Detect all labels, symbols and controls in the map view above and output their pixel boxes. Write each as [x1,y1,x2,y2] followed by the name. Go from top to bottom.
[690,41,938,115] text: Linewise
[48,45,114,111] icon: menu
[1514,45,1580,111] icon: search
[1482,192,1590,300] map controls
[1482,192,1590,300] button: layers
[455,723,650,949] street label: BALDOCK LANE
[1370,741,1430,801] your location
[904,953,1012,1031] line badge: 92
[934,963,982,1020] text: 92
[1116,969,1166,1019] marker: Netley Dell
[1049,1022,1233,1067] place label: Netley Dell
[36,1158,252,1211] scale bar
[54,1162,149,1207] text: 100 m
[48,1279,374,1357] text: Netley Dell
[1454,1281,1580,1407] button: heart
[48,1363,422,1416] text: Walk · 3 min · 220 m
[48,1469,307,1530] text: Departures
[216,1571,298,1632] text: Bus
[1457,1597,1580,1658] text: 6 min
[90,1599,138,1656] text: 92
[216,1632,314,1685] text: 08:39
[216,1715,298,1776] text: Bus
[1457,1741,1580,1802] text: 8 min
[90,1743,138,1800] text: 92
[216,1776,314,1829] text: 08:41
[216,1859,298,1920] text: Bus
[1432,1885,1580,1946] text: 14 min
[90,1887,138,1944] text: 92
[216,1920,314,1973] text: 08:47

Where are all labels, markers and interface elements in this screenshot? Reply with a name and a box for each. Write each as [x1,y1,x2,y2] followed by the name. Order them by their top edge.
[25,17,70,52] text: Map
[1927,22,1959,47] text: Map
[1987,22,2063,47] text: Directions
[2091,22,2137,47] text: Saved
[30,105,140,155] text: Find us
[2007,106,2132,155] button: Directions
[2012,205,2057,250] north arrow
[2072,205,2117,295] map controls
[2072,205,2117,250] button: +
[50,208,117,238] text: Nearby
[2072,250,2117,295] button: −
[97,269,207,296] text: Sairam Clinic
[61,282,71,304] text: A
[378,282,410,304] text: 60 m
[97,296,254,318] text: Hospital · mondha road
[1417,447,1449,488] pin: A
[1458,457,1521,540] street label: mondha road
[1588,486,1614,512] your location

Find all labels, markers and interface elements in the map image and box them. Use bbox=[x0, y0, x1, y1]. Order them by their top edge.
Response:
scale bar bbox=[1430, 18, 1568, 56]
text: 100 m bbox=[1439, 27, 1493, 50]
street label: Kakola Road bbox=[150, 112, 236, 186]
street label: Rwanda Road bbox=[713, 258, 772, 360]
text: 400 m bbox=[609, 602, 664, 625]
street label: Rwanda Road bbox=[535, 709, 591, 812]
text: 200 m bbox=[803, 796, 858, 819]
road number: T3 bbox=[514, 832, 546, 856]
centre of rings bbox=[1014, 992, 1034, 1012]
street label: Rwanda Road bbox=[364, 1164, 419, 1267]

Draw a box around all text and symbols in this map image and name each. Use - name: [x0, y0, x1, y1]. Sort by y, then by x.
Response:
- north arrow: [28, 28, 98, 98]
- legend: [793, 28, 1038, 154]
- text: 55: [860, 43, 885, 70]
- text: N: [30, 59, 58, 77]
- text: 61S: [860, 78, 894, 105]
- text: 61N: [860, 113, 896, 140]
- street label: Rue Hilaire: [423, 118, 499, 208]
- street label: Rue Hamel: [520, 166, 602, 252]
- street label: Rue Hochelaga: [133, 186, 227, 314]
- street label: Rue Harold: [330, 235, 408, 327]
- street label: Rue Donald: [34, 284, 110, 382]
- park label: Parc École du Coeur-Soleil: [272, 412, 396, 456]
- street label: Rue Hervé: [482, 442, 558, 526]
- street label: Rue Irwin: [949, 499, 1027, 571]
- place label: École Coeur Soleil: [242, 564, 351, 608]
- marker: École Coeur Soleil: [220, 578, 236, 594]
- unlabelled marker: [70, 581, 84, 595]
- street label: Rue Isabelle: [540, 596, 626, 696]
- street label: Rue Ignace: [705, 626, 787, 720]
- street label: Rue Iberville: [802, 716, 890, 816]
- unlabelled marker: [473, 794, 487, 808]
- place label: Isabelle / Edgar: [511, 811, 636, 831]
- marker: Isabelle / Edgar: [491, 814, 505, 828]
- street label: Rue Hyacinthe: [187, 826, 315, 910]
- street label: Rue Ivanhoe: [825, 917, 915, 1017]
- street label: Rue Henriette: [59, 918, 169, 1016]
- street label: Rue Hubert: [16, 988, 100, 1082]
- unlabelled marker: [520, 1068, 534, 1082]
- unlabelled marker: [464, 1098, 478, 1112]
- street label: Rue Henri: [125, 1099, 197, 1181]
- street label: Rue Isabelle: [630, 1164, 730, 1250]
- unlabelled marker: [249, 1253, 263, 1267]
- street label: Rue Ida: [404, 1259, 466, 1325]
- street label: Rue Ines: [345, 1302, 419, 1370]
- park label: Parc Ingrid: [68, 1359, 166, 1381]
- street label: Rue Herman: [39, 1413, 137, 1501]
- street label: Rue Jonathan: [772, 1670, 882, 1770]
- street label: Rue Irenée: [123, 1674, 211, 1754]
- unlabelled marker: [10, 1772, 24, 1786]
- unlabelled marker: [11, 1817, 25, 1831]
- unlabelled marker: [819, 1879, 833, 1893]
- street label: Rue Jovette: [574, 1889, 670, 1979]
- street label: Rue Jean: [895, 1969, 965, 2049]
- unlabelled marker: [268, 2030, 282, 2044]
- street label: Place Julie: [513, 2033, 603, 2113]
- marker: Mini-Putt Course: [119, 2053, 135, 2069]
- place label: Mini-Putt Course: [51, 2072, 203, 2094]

WORK REQUIRED
When a line in the records holds the string "Isabelle", copy that line.

SOLUTION FOR THIS EXERCISE
- street label: Rue Isabelle: [540, 596, 626, 696]
- place label: Isabelle / Edgar: [511, 811, 636, 831]
- marker: Isabelle / Edgar: [491, 814, 505, 828]
- street label: Rue Isabelle: [630, 1164, 730, 1250]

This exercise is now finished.